Collected data entries

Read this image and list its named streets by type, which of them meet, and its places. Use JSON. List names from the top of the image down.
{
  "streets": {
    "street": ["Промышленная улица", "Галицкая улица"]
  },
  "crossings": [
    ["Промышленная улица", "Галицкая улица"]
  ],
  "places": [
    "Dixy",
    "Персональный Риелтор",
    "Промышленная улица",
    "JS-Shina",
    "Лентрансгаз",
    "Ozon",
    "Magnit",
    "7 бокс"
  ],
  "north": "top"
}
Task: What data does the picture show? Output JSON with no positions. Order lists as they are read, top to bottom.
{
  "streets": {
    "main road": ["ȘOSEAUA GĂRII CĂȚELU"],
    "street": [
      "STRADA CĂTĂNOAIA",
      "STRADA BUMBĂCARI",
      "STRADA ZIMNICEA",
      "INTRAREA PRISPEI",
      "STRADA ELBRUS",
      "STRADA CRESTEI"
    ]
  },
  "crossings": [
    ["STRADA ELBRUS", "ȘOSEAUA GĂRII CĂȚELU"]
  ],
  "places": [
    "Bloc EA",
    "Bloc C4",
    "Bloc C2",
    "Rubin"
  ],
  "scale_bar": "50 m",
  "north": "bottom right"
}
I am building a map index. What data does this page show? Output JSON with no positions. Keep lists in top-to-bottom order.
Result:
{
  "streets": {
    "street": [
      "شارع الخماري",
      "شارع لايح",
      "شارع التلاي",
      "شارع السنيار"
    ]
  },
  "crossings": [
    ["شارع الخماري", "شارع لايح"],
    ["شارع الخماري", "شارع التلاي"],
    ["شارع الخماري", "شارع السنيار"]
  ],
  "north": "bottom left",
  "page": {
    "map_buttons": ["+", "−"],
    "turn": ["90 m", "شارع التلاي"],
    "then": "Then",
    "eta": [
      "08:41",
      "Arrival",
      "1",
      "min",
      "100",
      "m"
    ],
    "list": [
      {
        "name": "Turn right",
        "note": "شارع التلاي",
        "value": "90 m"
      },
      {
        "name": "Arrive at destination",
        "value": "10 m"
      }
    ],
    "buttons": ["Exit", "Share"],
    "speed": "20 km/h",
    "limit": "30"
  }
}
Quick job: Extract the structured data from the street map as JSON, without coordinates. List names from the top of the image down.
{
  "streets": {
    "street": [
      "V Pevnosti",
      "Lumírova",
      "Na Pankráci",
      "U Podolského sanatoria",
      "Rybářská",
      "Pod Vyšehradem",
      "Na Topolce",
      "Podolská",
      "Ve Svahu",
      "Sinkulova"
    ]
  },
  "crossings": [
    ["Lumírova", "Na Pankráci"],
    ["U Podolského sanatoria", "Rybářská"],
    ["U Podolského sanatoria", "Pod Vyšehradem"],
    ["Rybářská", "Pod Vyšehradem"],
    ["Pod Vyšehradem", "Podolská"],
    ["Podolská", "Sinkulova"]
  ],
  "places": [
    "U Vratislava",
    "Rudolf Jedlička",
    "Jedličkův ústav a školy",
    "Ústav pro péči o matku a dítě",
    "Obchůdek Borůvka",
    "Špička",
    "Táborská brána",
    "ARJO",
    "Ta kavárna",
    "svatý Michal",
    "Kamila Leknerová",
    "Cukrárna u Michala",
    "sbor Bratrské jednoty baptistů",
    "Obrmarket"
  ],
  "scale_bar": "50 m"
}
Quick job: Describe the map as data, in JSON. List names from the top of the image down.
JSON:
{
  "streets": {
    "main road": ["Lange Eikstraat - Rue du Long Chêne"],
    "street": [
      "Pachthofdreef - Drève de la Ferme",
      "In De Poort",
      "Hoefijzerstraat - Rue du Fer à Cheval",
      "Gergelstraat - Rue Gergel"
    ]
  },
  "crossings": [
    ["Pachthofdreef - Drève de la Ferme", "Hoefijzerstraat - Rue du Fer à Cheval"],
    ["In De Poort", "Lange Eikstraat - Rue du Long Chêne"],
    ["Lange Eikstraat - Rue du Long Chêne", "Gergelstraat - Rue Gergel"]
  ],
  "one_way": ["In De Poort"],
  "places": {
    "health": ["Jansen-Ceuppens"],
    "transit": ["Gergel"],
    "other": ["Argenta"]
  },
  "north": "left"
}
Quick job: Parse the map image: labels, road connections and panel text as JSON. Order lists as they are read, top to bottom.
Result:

* _Work request_
The answer must be a word-for-word restatement of the records.

* _Response_
Read this image and list its named streets by type, which of them meet, and its places. Use JSON. List names from the top of the image down.
{
  "streets": {
    "street": ["Промышленная улица", "Галицкая улица"]
  },
  "crossings": [
    ["Промышленная улица", "Галицкая улица"]
  ],
  "places": [
    "Dixy",
    "Персональный Риелтор",
    "Промышленная улица",
    "JS-Shina",
    "Лентрансгаз",
    "Ozon",
    "Magnit",
    "7 бокс"
  ],
  "north": "top"
}
Task: What data does the picture show? Output JSON with no positions. Order lists as they are read, top to bottom.
{
  "streets": {
    "main road": ["ȘOSEAUA GĂRII CĂȚELU"],
    "street": [
      "STRADA CĂTĂNOAIA",
      "STRADA BUMBĂCARI",
      "STRADA ZIMNICEA",
      "INTRAREA PRISPEI",
      "STRADA ELBRUS",
      "STRADA CRESTEI"
    ]
  },
  "crossings": [
    ["STRADA ELBRUS", "ȘOSEAUA GĂRII CĂȚELU"]
  ],
  "places": [
    "Bloc EA",
    "Bloc C4",
    "Bloc C2",
    "Rubin"
  ],
  "scale_bar": "50 m",
  "north": "bottom right"
}
I am building a map index. What data does this page show? Output JSON with no positions. Keep lists in top-to-bottom order.
Result:
{
  "streets": {
    "street": [
      "شارع الخماري",
      "شارع لايح",
      "شارع التلاي",
      "شارع السنيار"
    ]
  },
  "crossings": [
    ["شارع الخماري", "شارع لايح"],
    ["شارع الخماري", "شارع التلاي"],
    ["شارع الخماري", "شارع السنيار"]
  ],
  "north": "bottom left",
  "page": {
    "map_buttons": ["+", "−"],
    "turn": ["90 m", "شارع التلاي"],
    "then": "Then",
    "eta": [
      "08:41",
      "Arrival",
      "1",
      "min",
      "100",
      "m"
    ],
    "list": [
      {
        "name": "Turn right",
        "note": "شارع التلاي",
        "value": "90 m"
      },
      {
        "name": "Arrive at destination",
        "value": "10 m"
      }
    ],
    "buttons": ["Exit", "Share"],
    "speed": "20 km/h",
    "limit": "30"
  }
}
Quick job: Extract the structured data from the street map as JSON, without coordinates. List names from the top of the image down.
{
  "streets": {
    "street": [
      "V Pevnosti",
      "Lumírova",
      "Na Pankráci",
      "U Podolského sanatoria",
      "Rybářská",
      "Pod Vyšehradem",
      "Na Topolce",
      "Podolská",
      "Ve Svahu",
      "Sinkulova"
    ]
  },
  "crossings": [
    ["Lumírova", "Na Pankráci"],
    ["U Podolského sanatoria", "Rybářská"],
    ["U Podolského sanatoria", "Pod Vyšehradem"],
    ["Rybářská", "Pod Vyšehradem"],
    ["Pod Vyšehradem", "Podolská"],
    ["Podolská", "Sinkulova"]
  ],
  "places": [
    "U Vratislava",
    "Rudolf Jedlička",
    "Jedličkův ústav a školy",
    "Ústav pro péči o matku a dítě",
    "Obchůdek Borůvka",
    "Špička",
    "Táborská brána",
    "ARJO",
    "Ta kavárna",
    "svatý Michal",
    "Kamila Leknerová",
    "Cukrárna u Michala",
    "sbor Bratrské jednoty baptistů",
    "Obrmarket"
  ],
  "scale_bar": "50 m"
}
Quick job: Describe the map as data, in JSON. List names from the top of the image down.
JSON:
{
  "streets": {
    "main road": ["Lange Eikstraat - Rue du Long Chêne"],
    "street": [
      "Pachthofdreef - Drève de la Ferme",
      "In De Poort",
      "Hoefijzerstraat - Rue du Fer à Cheval",
      "Gergelstraat - Rue Gergel"
    ]
  },
  "crossings": [
    ["Pachthofdreef - Drève de la Ferme", "Hoefijzerstraat - Rue du Fer à Cheval"],
    ["In De Poort", "Lange Eikstraat - Rue du Long Chêne"],
    ["Lange Eikstraat - Rue du Long Chêne", "Gergelstraat - Rue Gergel"]
  ],
  "one_way": ["In De Poort"],
  "places": {
    "health": ["Jansen-Ceuppens"],
    "transit": ["Gergel"],
    "other": ["Argenta"]
  },
  "north": "left"
}
Quick job: Parse the map image: labels, road connections and panel text as JSON. Order lists as they are read, top to bottom.
Result:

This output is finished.